ANALYZE TABLE tableName COMPUTE STATISTICS FOR COLUMNS columnNames
AnalyzeColumnCommand Logical Command for ANALYZE TABLE…COMPUTE STATISTICS FOR COLUMNS SQL Command
AnalyzeColumnCommand
is a logical command for ANALYZE TABLE with FOR COLUMNS
clause (and no PARTITION
specification).
// Make the example reproducible
val tableName = "t1"
import org.apache.spark.sql.catalyst.TableIdentifier
val tableId = TableIdentifier(tableName)
val sessionCatalog = spark.sessionState.catalog
sessionCatalog.dropTable(tableId, ignoreIfNotExists = true, purge = true)
val df = Seq((0, 0.0, "zero"), (1, 1.4, "one")).toDF("id", "p1", "p2")
df.write.saveAsTable("t1")
// AnalyzeColumnCommand represents ANALYZE TABLE...FOR COLUMNS SQL command
val allCols = df.columns.mkString(",")
val analyzeTableSQL = s"ANALYZE TABLE $tableName COMPUTE STATISTICS FOR COLUMNS $allCols"

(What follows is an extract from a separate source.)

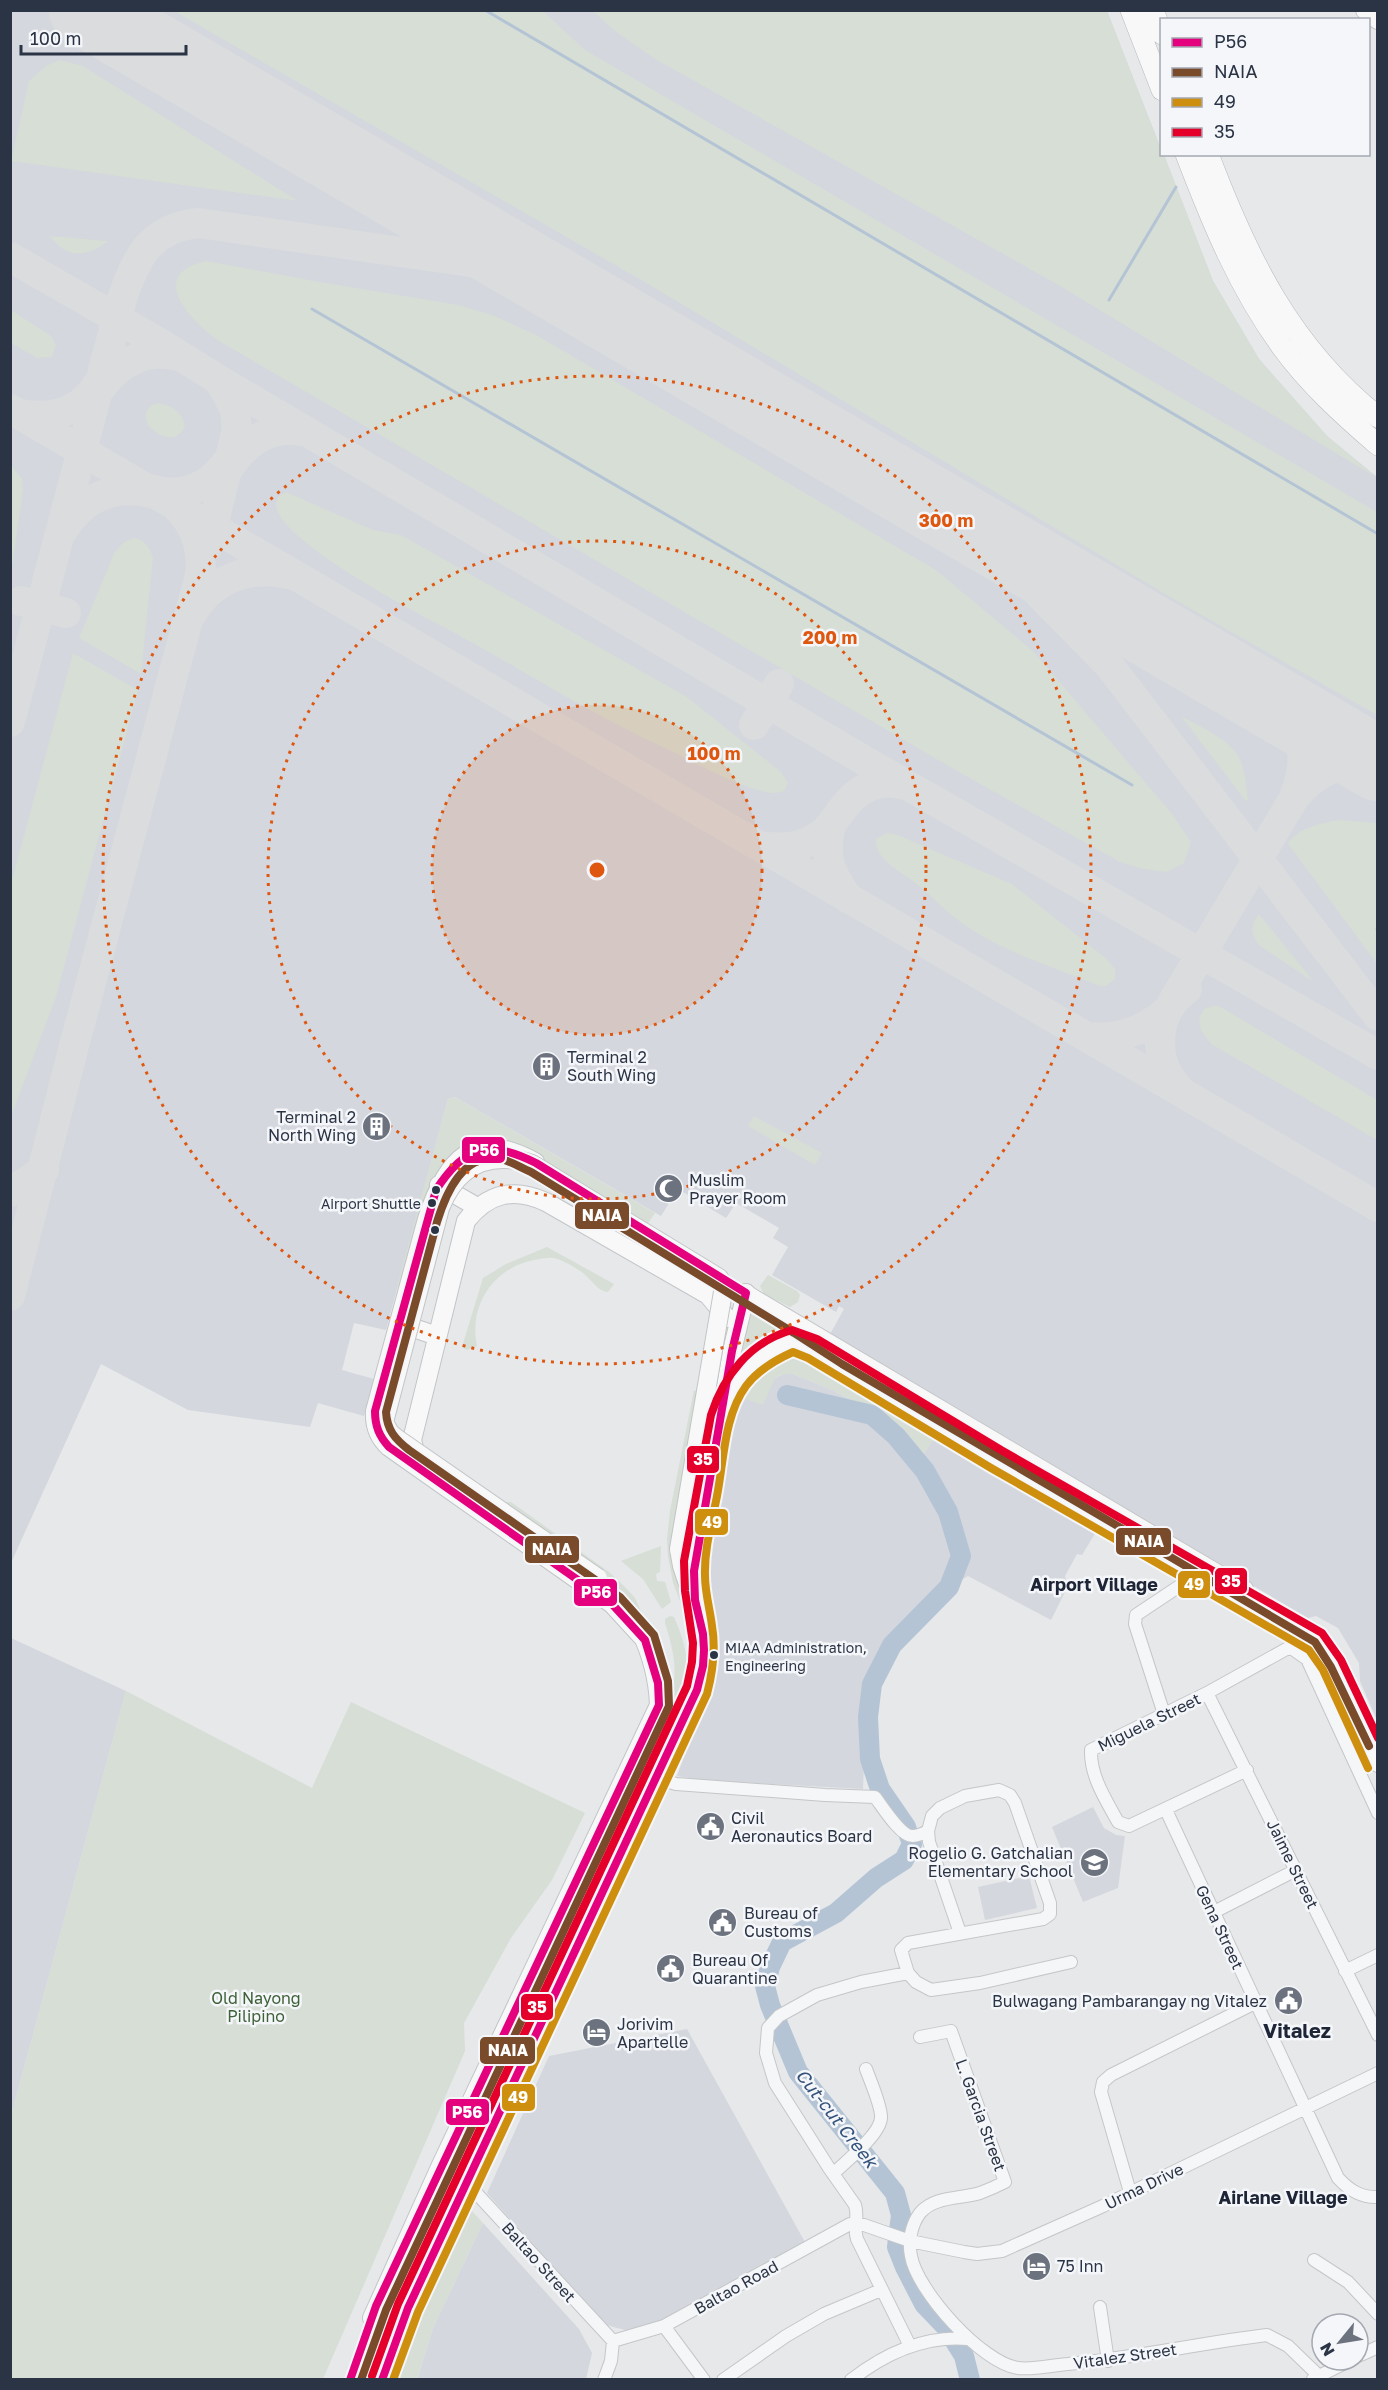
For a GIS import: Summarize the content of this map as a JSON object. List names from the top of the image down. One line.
{"streets":{"street":["Miguela Street","Jaime Street","Gena Street","L. Garcia Street","Urma Drive","Baltao Street","Baltao Road","Vitalez Street"]},"crossings":[["Miguela Street","Jaime Street"],["Miguela Street","Gena Street"],["Gena Street","Urma Drive"],["L. Garcia Street","Urma Drive"],["L. Garcia Street","Vitalez Street"],["Urma Drive","Baltao Road"],["Urma Drive","Vitalez Street"],["Baltao Street","Baltao Road"]],"districts":["Airport Village","Vitalez","Airlane Village"],"water":["Cut-cut Creek"],"parks":["Old Nayong Pilipino"],"places":{"building":["Terminal 2 South Wing","Terminal 2 North Wing"],"mosque":["Muslim Prayer Room"],"other":["Airport Shuttle","MIAA Administration, Engineering"],"public building":["Civil Aeronautics Board","Bureau of Customs","Bureau Of Quarantine","Bulwagang Pambarangay ng Vitalez"],"school or university":["Rogelio G. Gatchalian Elementary School"],"hotel":["Jorivim Apartelle","75 Inn"]},"lines":["transit line P56","transit line NAIA","transit line 35","transit line 49"],"legend":["P56","NAIA","49","35"],"scale_bar":"100 m","north":"bottom left","rings":["300 m","200 m","100 m"]}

val plan = spark.sql(analyzeTableSQL).queryExecution.logical
import org.apache.spark.sql.execution.command.AnalyzeColumnCommand
val cmd = plan.asInstanceOf[AnalyzeColumnCommand]
scala> println(cmd)
AnalyzeColumnCommand `t1`, [id, p1, p2]
spark.sql(analyzeTableSQL)
val stats = sessionCatalog.getTableMetadata(tableId).stats.get
scala> println(stats.simpleString)
1421 bytes, 2 rows
scala> stats.colStats.map { case (c, ss) => s"$c: $ss" }.foreach(println)

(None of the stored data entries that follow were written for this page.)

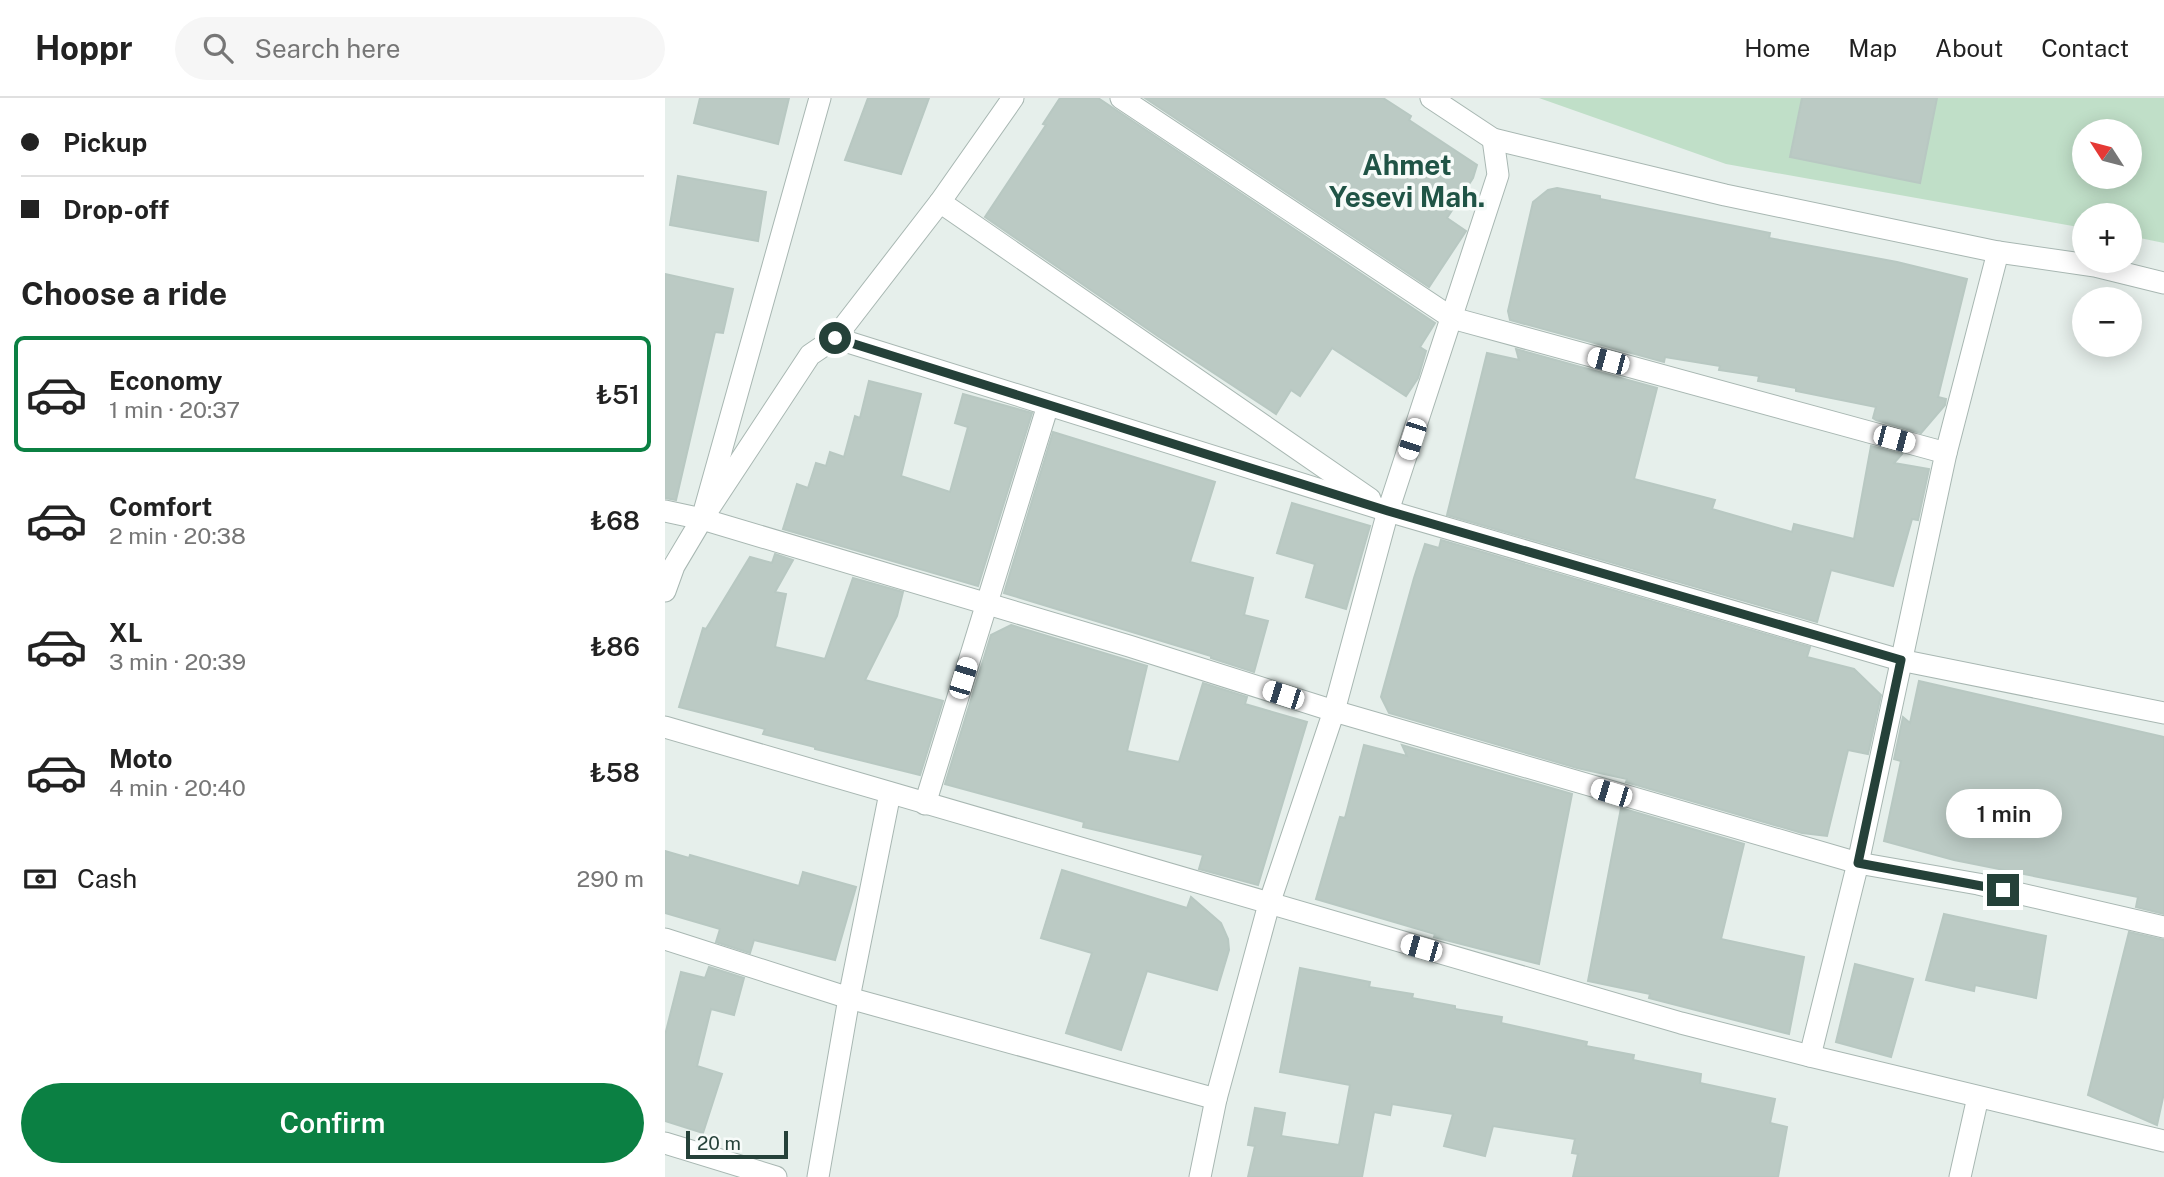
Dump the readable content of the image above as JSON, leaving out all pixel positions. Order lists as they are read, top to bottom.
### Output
{
  "districts": ["Ahmet Yesevi Mah."],
  "scale_bar": "20 m",
  "north": "top left",
  "page": {
    "header": "Hoppr",
    "search": "Search here",
    "nav": [
      "Home",
      "Map",
      "About",
      "Contact"
    ],
    "banner": ["Pickup", "Drop-off"],
    "map_buttons": ["+", "−"],
    "heading": "Choose a ride",
    "list": [
      {
        "name": "Economy",
        "note": "1 min · 20:37",
        "value": "₺51"
      },
      {
        "name": "Comfort",
        "note": "2 min · 20:38",
        "value": "₺68"
      },
      {
        "name": "XL",
        "note": "3 min · 20:39",
        "value": "₺86"
      },
      {
        "name": "Moto",
        "note": "4 min · 20:40",
        "value": "₺58"
      }
    ],
    "bubble": "1 min",
    "pay": ["Cash", "290 m"],
    "buttons": "Confirm",
    "scale": "20 m"
  }
}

id: ColumnStat(2,Some(0),Some(1),0,4,4,None)
p1: ColumnStat(2,Some(0.0),Some(1.4),0,8,8,None)
p2: ColumnStat(2,None,None,0,4,4,None)
// Use DESC EXTENDED for friendlier output
scala> sql(s"DESC EXTENDED $tableName id").show
+--------------+----------+
| info_name|info_value|
+--------------+----------+
| col_name| id|
| data_type| int|
| comment| NULL|
| min| 0|
| max| 1|
| num_nulls| 0|
|distinct_count| 2|
| avg_col_len| 4|
| max_col_len| 4|
| histogram| NULL|
+--------------+----------+
AnalyzeColumnCommand
can generate column histograms when spark.sql.statistics.histogram.enabled configuration property is turned on (which is disabled by default). AnalyzeColumnCommand
supports column histograms for the following data types:
-
IntegralType
-
DecimalType
-
DoubleType
-
FloatType
-
DateType
-
TimestampType
Note
|
Histograms can provide better estimation accuracy. Currently, Spark only supports equi-height histogram. Note that collecting histograms takes extra cost. For example, collecting column statistics usually takes only one table scan, but generating equi-height histogram will cause an extra table scan. |
// ./bin/spark-shell --conf spark.sql.statistics.histogram.enabled=true
// Use the above example to set up the environment
// Make sure that ANALYZE TABLE COMPUTE STATISTICS FOR COLUMNS was run with histogram enabled
// There are 254 bins by default
// Use spark.sql.statistics.histogram.numBins to control the bins
val descExtSQL = s"DESC EXTENDED $tableName p1"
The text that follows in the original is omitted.